Rinse and repeat daily, shuffling priorities around for after-school meetings and the rare escape to a sanity-saving 5:30pm hot yoga class. Except on Thursdays. Things get smushed on Thursdays because I am the teacher of that 5:30pm hot yoga class. It still saves my sanity. You should come.

To be clear: the intent of this crazy list is not to play the “woe is me” card or to insinuate that I have it worse than anyone else. That is 100% not true. Everyone is dealing with way more than they usually do. Everyone is maxed out. Everyone is losing their filters.

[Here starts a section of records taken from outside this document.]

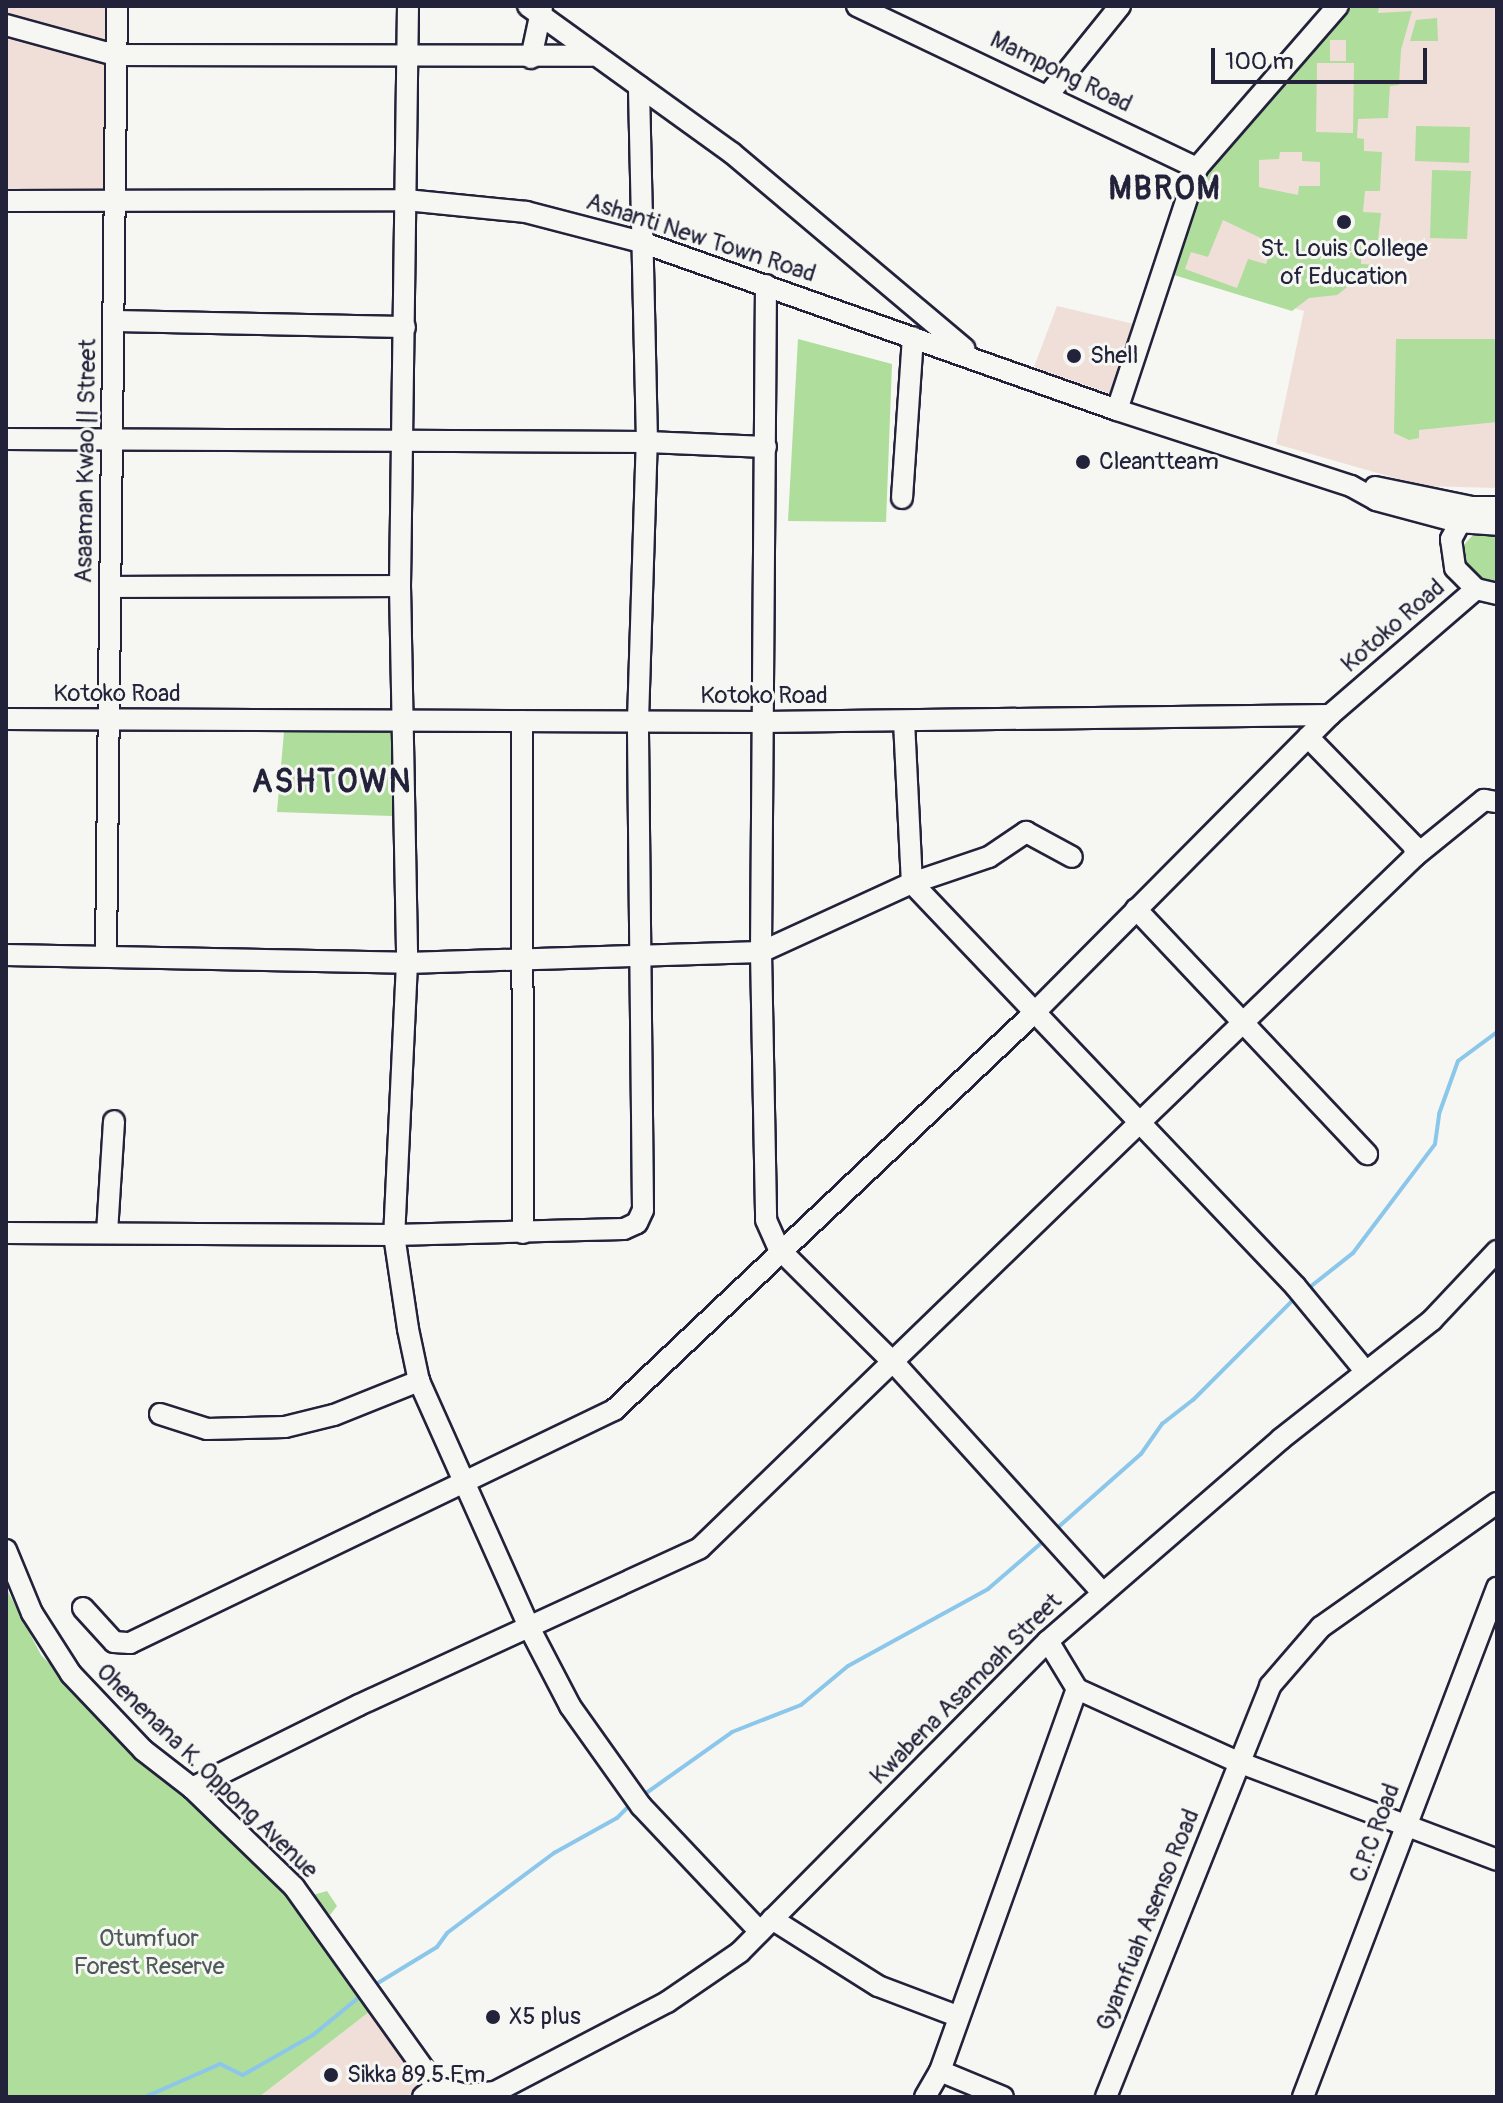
<!DOCTYPE html>
<style>
body{margin:0}
#map{position:relative;width:1503px;height:2103px;overflow:hidden;background:#f6f6f2;font-family:Pangolin,sans-serif}
div>[style]{position:absolute}
.built>*{inset:0;background:#f0dfd9}
.green>*{inset:0;background:#afdd9c}
.stream>*{height:4px;margin:-2px;padding:0 2px;transform-origin:2px;border-radius:2px;background:#8bc6eb}
.roads{filter:drop-shadow(2px 0 #22223b) drop-shadow(-2px 0 #22223b) drop-shadow(0 2px #22223b) drop-shadow(0 -2px #22223b)}
.minor>*{height:20px;margin:-10px;padding:0 10px;transform-origin:10px;border-radius:10px;background:#f6f6f2}
.dots>*{width:22px;height:22px;translate:-50% -50%;box-sizing:border-box;border:4px solid #f6f6f2;border-radius:50%}
span{translate:-50% -50%;white-space:nowrap;text-align:center;line-height:1.15;-webkit-text-stroke:6px #f6f6f2;paint-order:stroke}
.street-label{font-size:24px;color:#22223b}
.poi-label{font-size:24px;color:#22223b}
.left{translate:0 -50%;text-align:left}
.park-label{font-size:24px;color:#4c5a58}
.district-label{font-size:32px;color:#22223b;font-weight:700;letter-spacing:2px}
.frame{position:absolute;inset:0;border:8px solid #22223b;pointer-events:none}
.scale{position:absolute;left:1211px;top:48px;width:216px;height:36px;box-sizing:border-box;border:4px solid #22223b;border-top:0;padding-left:10px;font-size:24px;line-height:28px;white-space:nowrap;color:#22223b;-webkit-text-stroke:6px #f6f6f2;paint-order:stroke}
</style>
<div id="map">
<div class="built">
<i style="clip-path:polygon(6px 6px,125px 6px,119px 209px,6px 208px)"></i>
<i style="clip-path:polygon(1350px 6px,1497px 6px,1497px 488px,1423px 486px,1276px 444px,1304px 311px,1173px 272px,1207px 172px)"></i>
<i style="clip-path:polygon(1057px 306px,1134px 324px,1111px 394px,1034px 367px)"></i>
<i style="clip-path:polygon(369px 2012px,430px 2097px,259px 2097px)"></i>
</div>
<div class="green">
<i style="clip-path:polygon(evenodd,1353px 6px,1379px 6px,1378px 13px,1412px 11px,1401px 50px,1399px 85px,1390px 86px,1388px 118px,1358px 119px,1357px 138px,1364px 139px,1364px 151px,1382px 152px,1380px 191px,1365px 191px,1363px 212px,1381px 213px,1378px 240px,1361px 240px,1361px 264px,1378px 265px,1378px 282px,1355px 281px,1337px 295px,1309px 298px,1292px 311px,1174px 275px,1209px 172px,1353px 6px,1330px 40px,1346px 40px,1346px 61px,1330px 61px,1330px 40px,1353px 6px,1317px 63px,1354px 63px,1353px 133px,1316px 132px,1317px 63px,1353px 6px,1280px 152px,1302px 152px,1302px 161px,1320px 162px,1320px 186px,1299px 186px,1298px 195px,1259px 187px,1259px 160px,1279px 159px,1280px 152px,1353px 6px,1223px 220px,1273px 244px,1266px 264px,1248px 259px,1237px 288px,1185px 269px,1191px 252px,1208px 257px,1223px 220px,1353px 6px,1322px 241px,1348px 242px,1349px 250px,1322px 250px,1322px 241px)"></i>
<i style="clip-path:polygon(1437px 18px,1438px 41px,1410px 41px,1416px 20px)"></i>
<i style="clip-path:polygon(1416px 126px,1470px 127px,1469px 163px,1415px 161px)"></i>
<i style="clip-path:polygon(1432px 170px,1471px 171px,1467px 239px,1430px 238px)"></i>
<i style="clip-path:polygon(798px 339px,892px 364px,886px 522px,788px 521px)"></i>
<i style="clip-path:polygon(1396px 339px,1497px 339px,1497px 422px,1419px 430px,1419px 438px,1409px 440px,1394px 433px)"></i>
<i style="clip-path:polygon(1473px 535px,1497px 536px,1497px 581px,1480px 581px,1464px 565px,1462px 547px)"></i>
<i style="clip-path:polygon(284px 732px,392px 733px,392px 816px,277px 812px)"></i>
<i style="clip-path:polygon(6px 1588px,41px 1655px,158px 1774px,219px 1819px,283px 1887px,369px 2012px,259px 2097px,6px 2097px)"></i>
<i style="clip-path:polygon(327px 1891px,337px 1906px,330px 1915px,313px 1895px)"></i>
</div>
<div class="stream">
<i style="left:1305px;top:1291px;width:61px;rotate:-38.4deg"></i>
<i style="left:1353px;top:1253px;width:136px;rotate:-53deg"></i>
<i style="left:1435px;top:1144px;width:30px;rotate:-82deg"></i>
<i style="left:1439px;top:1114px;width:56px;rotate:-70.3deg"></i>
<i style="left:1458px;top:1061px;width:49px;rotate:-36.6deg"></i>
<i style="left:1055px;top:1530px;width:115px;rotate:-41.5deg"></i>
<i style="left:1141px;top:1454px;width:37px;rotate:-55deg"></i>
<i style="left:1162px;top:1424px;width:39px;rotate:-38deg"></i>
<i style="left:1193px;top:1400px;width:144px;rotate:-45deg"></i>
<i style="left:642px;top:1796px;width:110px;rotate:-35.4deg"></i>
<i style="left:732px;top:1732px;width:74px;rotate:-21.4deg"></i>
<i style="left:801px;top:1705px;width:61px;rotate:-39.7deg"></i>
<i style="left:848px;top:1666px;width:160px;rotate:-28.8deg"></i>
<i style="left:988px;top:1589px;width:77px;rotate:-40.8deg"></i>
<i style="left:373px;top:1986px;width:75px;rotate:-31.4deg"></i>
<i style="left:437px;top:1947px;width:17px;rotate:-54deg"></i>
<i style="left:447px;top:1933px;width:134px;rotate:-36.8deg"></i>
<i style="left:554px;top:1853px;width:72px;rotate:-29.1deg"></i>
<i style="left:617px;top:1818px;width:21px;rotate:-45deg"></i>
<i style="left:145px;top:2097px;width:82px;rotate:-23.7deg"></i>
<i style="left:220px;top:2064px;width:25px;rotate:26deg"></i>
<i style="left:243px;top:2075px;width:81px;rotate:-29.7deg"></i>
<i style="left:313px;top:2035px;width:65px;rotate:-39.4deg"></i>
</div>
<div class="roads">
<div class="minor">
<i style="left:408px;top:6px;width:580px;rotate:90.79deg"></i>
<i style="left:400px;top:586px;width:377px;rotate:88.9deg"></i>
<i style="left:407px;top:963px;width:272px;rotate:92.7deg"></i>
<i style="left:394px;top:1235px;width:95px;rotate:81.5deg"></i>
<i style="left:408px;top:1329px;width:53px;rotate:78.1deg"></i>
<i style="left:419px;top:1381px;width:272px;rotate:65.9deg"></i>
<i style="left:530px;top:1629px;width:87px;rotate:62.5deg"></i>
<i style="left:570px;top:1706px;width:123px;rotate:54.6deg"></i>
<i style="left:641px;top:1806px;width:173px;rotate:46.6deg"></i>
<i style="left:528px;top:6px;width:251px;rotate:35.8deg"></i>
<i style="left:732px;top:153px;width:304px;rotate:40.1deg"></i>
<i style="left:857px;top:6px;width:377px;rotate:25.5deg"></i>
<i style="left:6px;top:25px;width:113px;rotate:15.4deg"></i>
<i style="left:115px;top:55px;width:477px;rotate:0.1deg"></i>
<i style="left:531px;top:58px;width:52px;rotate:-77.8deg"></i>
<i style="left:1049px;top:94px;width:113px;rotate:-51.1deg"></i>
<i style="left:6px;top:201px;width:400px;rotate:-0.1deg"></i>
<i style="left:406px;top:200px;width:121px;rotate:5.7deg"></i>
<i style="left:526px;top:212px;width:119px;rotate:14.6deg"></i>
<i style="left:641px;top:242px;width:505px;rotate:19.44deg"></i>
<i style="left:1117px;top:410px;width:246px;rotate:18deg"></i>
<i style="left:1351px;top:486px;width:29px;rotate:29deg"></i>
<i style="left:1376px;top:500px;width:85px;rotate:15deg"></i>
<i style="left:1458px;top:522px;width:39px;rotate:4deg"></i>
<i style="left:766px;top:285px;width:667px;rotate:90.43deg"></i>
<i style="left:761px;top:952px;width:268px;rotate:88.9deg"></i>
<i style="left:766px;top:1220px;width:32px;rotate:66deg"></i>
<i style="left:779px;top:1249px;width:163px;rotate:44.8deg"></i>
<i style="left:895px;top:1364px;width:309px;rotate:47.8deg"></i>
<i style="left:114px;top:321px;width:291px;rotate:1.2deg"></i>
<i style="left:1117px;top:410px;width:255px;rotate:-71.7deg"></i>
<i style="left:1197px;top:168px;width:215px;rotate:-49deg"></i>
<i style="left:6px;top:439px;width:641px;rotate:0.27deg"></i>
<i style="left:647px;top:442px;width:119px;rotate:2.4deg"></i>
<i style="left:1375px;top:487px;width:99px;rotate:11.7deg"></i>
<i style="left:1472px;top:507px;width:25px"></i>
<i style="left:902px;top:498px;width:161px;rotate:-86.1deg"></i>
<i style="left:1465px;top:513px;width:30px;rotate:118deg"></i>
<i style="left:1451px;top:539px;width:29px;rotate:82deg"></i>
<i style="left:1455px;top:568px;width:30px;rotate:45deg"></i>
<i style="left:1476px;top:589px;width:22px;rotate:13deg"></i>
<i style="left:111px;top:587px;width:289px;rotate:-0.2deg"></i>
<i style="left:6px;top:719px;width:757px;rotate:0.23deg"></i>
<i style="left:763px;top:722px;width:567px;rotate:-0.71deg"></i>
<i style="left:522px;top:721px;width:512px;rotate:89.89deg"></i>
<i style="left:904px;top:721px;width:162px;rotate:87.2deg"></i>
<i style="left:912px;top:883px;width:557px;rotate:46.45deg"></i>
<i style="left:1296px;top:1287px;width:110px;rotate:50.5deg"></i>
<i style="left:1308px;top:737px;width:152px;rotate:45.8deg"></i>
<i style="left:1414px;top:846px;width:10px;rotate:84deg"></i>
<i style="left:1136px;top:909px;width:337px;rotate:46.7deg"></i>
<i style="left:6px;top:955px;width:401px;rotate:1.1deg"></i>
<i style="left:407px;top:963px;width:354px;rotate:-1.8deg"></i>
<i style="left:761px;top:952px;width:166px;rotate:-24.6deg"></i>
<i style="left:912px;top:883px;width:81px;rotate:-18.7deg"></i>
<i style="left:989px;top:857px;width:45px;rotate:-34deg"></i>
<i style="left:1026px;top:832px;width:52px;rotate:28.5deg"></i>
<i style="left:106px;top:955px;width:949px;rotate:-89.34deg"></i>
<i style="left:6px;top:1233px;width:388px;rotate:0.3deg"></i>
<i style="left:394px;top:1235px;width:230px;rotate:-1.5deg"></i>
<i style="left:624px;top:1229px;width:14px;rotate:-25deg"></i>
<i style="left:637px;top:1223px;width:14px;rotate:-65deg"></i>
<i style="left:643px;top:1210px;width:489px;rotate:-90.6deg"></i>
<i style="left:638px;top:721px;width:279px;rotate:-88.2deg"></i>
<i style="left:647px;top:442px;width:356px;rotate:-91.3deg"></i>
<i style="left:107px;top:1233px;width:112px;rotate:-86.4deg"></i>
<i style="left:160px;top:1414px;width:49px;rotate:17.7deg"></i>
<i style="left:207px;top:1429px;width:78px;rotate:-1.5deg"></i>
<i style="left:285px;top:1427px;width:50px;rotate:-13.8deg"></i>
<i style="left:334px;top:1415px;width:92px;rotate:-21.8deg"></i>
<i style="left:6px;top:1550px;width:68px;rotate:67.6deg"></i>
<i style="left:32px;top:1613px;width:72px;rotate:57.4deg"></i>
<i style="left:71px;top:1674px;width:105px;rotate:46.5deg"></i>
<i style="left:143px;top:1750px;width:62px;rotate:37.8deg"></i>
<i style="left:192px;top:1788px;width:142px;rotate:44.1deg"></i>
<i style="left:294px;top:1887px;width:258px;rotate:54.5deg"></i>
<i style="left:83px;top:1608px;width:46px;rotate:47.6deg"></i>
<i style="left:114px;top:1642px;width:16px;rotate:4deg"></i>
<i style="left:130px;top:1643px;width:537px;rotate:-25.71deg"></i>
<i style="left:614px;top:1410px;width:579px;rotate:-43.39deg"></i>
<i style="left:1035px;top:1012px;width:419px;rotate:-45.2deg"></i>
<i style="left:1330px;top:715px;width:193px;rotate:-40.8deg"></i>
<i style="left:1048px;top:1641px;width:56px;rotate:58.9deg"></i>
<i style="left:1077px;top:1689px;width:177px;rotate:24.4deg"></i>
<i style="left:1238px;top:1762px;width:277px;rotate:20.7deg"></i>
<i style="left:192px;top:1788px;width:186px;rotate:-26.4deg"></i>
<i style="left:359px;top:1705px;width:375px;rotate:-24.7deg"></i>
<i style="left:700px;top:1548px;width:995px;rotate:-44.06deg"></i>
<i style="left:1415px;top:856px;width:89px;rotate:-39.1deg"></i>
<i style="left:1484px;top:800px;width:13px;rotate:9deg"></i>
<i style="left:772px;top:1919px;width:125px;rotate:32.3deg"></i>
<i style="left:878px;top:1986px;width:85px;rotate:20.8deg"></i>
<i style="left:940px;top:2071px;width:68px;rotate:22.4deg"></i>
<i style="left:423px;top:2097px;width:16px;rotate:-38deg"></i>
<i style="left:436px;top:2087px;width:31px;rotate:15deg"></i>
<i style="left:466px;top:2095px;width:29px;rotate:-6deg"></i>
<i style="left:495px;top:2092px;width:194px;rotate:-27.6deg"></i>
<i style="left:667px;top:2002px;width:88px;rotate:-34.4deg"></i>
<i style="left:740px;top:1952px;width:438px;rotate:-45.3deg"></i>
<i style="left:1048px;top:1641px;width:308px;rotate:-40.9deg"></i>
<i style="left:1281px;top:1439px;width:192px;rotate:-38.2deg"></i>
<i style="left:1432px;top:1320px;width:95px;rotate:-46.7deg"></i>
<i style="left:925px;top:2097px;width:30px;rotate:-60deg"></i>
<i style="left:940px;top:2071px;width:406px;rotate:-70.3deg"></i>
<i style="left:1106px;top:2097px;width:443px;rotate:-68.2deg"></i>
<i style="left:1270px;top:1686px;width:78px;rotate:-49.2deg"></i>
<i style="left:1321px;top:1627px;width:215px;rotate:-35.2deg"></i>
<i style="left:1303px;top:2097px;width:545px;rotate:-69.14deg"></i>
</div>
</div>
<div class="dots">
<i style="left:1344px;top:222px;background:#22223b"></i>
<i style="left:1074px;top:356px;background:#22223b"></i>
<i style="left:1083px;top:462px;background:#22223b"></i>
<i style="left:493px;top:2017px;background:#22223b"></i>
<i style="left:331px;top:2075px;background:#22223b"></i>
</div>
<div class="street-label">
<span style="left:1061px;top:72px;rotate:26deg">Mampong Road</span>
<span style="left:701px;top:238px;rotate:18deg">Ashanti New Town Road</span>
<span style="left:86px;top:461px;rotate:-89deg">Asaaman Kwao || Street</span>
<span style="left:1393px;top:626px;rotate:-41deg">Kotoko Road</span>
<span style="left:117px;top:694px">Kotoko Road</span>
<span style="left:764px;top:696px">Kotoko Road</span>
<span style="left:966px;top:1689px;rotate:-45deg">Kwabena Asamoah Street</span>
<span style="left:207px;top:1771px;rotate:44deg">Ohenenana K. Oppong Avenue</span>
<span style="left:1375px;top:1833px;rotate:-70deg">C.P.C Road</span>
<span style="left:1148px;top:1920px;rotate:-68deg">Gyamfuah Asenso Road</span>
</div>
<div class="poi-label">
<span style="left:1344px;top:263px">St. Louis College<br>of Education</span>
<span class="left" style="left:1090px;top:356px">Shell</span>
<span class="left" style="left:1099px;top:462px">Cleantteam</span>
<span class="left" style="left:509px;top:2017px">X5 plus</span>
<span class="left" style="left:347px;top:2075px">Sikka 89.5 Fm</span>
</div>
<div class="park-label">
<span style="left:149px;top:1953px">Otumfuor<br>Forest Reserve</span>
</div>
<div class="district-label">
<span style="left:1165px;top:189px">MBROM</span>
<span style="left:332px;top:782px">ASHTOWN</span>
</div>
<div class="frame"></div>
<div class="scale">100 m</div>
</div>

Everyone has too much on their plates and not enough sleeps in the refuel tank. This crazy list is my crazy list and I am sure that your crazy list is just as baffling – if not more so. Part of me wanted to write it all out to see it all in one place. Part of me wanted to honor the ridiculousness of all of these pieces that have to happen at the same time. Part of me wanted to offer this list as a moment of solidarity for other hybrid teachers out there. Part of me wanted to paint an incredibly true picture for folks who really don’t know. Part of me wanted to give the for-real actual answer to that first question.

So.

There it is. That’s how it’s really going for me. Honestly, I’m barely hanging on, my brain is more scattered than it’s been in 18 years of teaching first and second grade, and I’m not even sure what it would actually take to allow me to enter school in the morning feeling recharged, refreshed, and fully ready to go. AND it is such an honor to be able to connect with all of my students each day, whether in person or online, and see the growth that they are making as readers, writers, mathematicians, and kind, safe, and healthy human beings. All of it. All at the same time.

But now I’m curious…

How’s it going for you?

2 thoughts on “So… how’s it going?

Add yours

  1. “This crazy list is my crazy list and I am sure that your crazy list is just as baffling…” Yes, you are correct. Taking one week at a time from where I am is my best survival tactic. After that, it is sleep, yoga, and laughter. We all need space for something that helps us breath, even for a moment.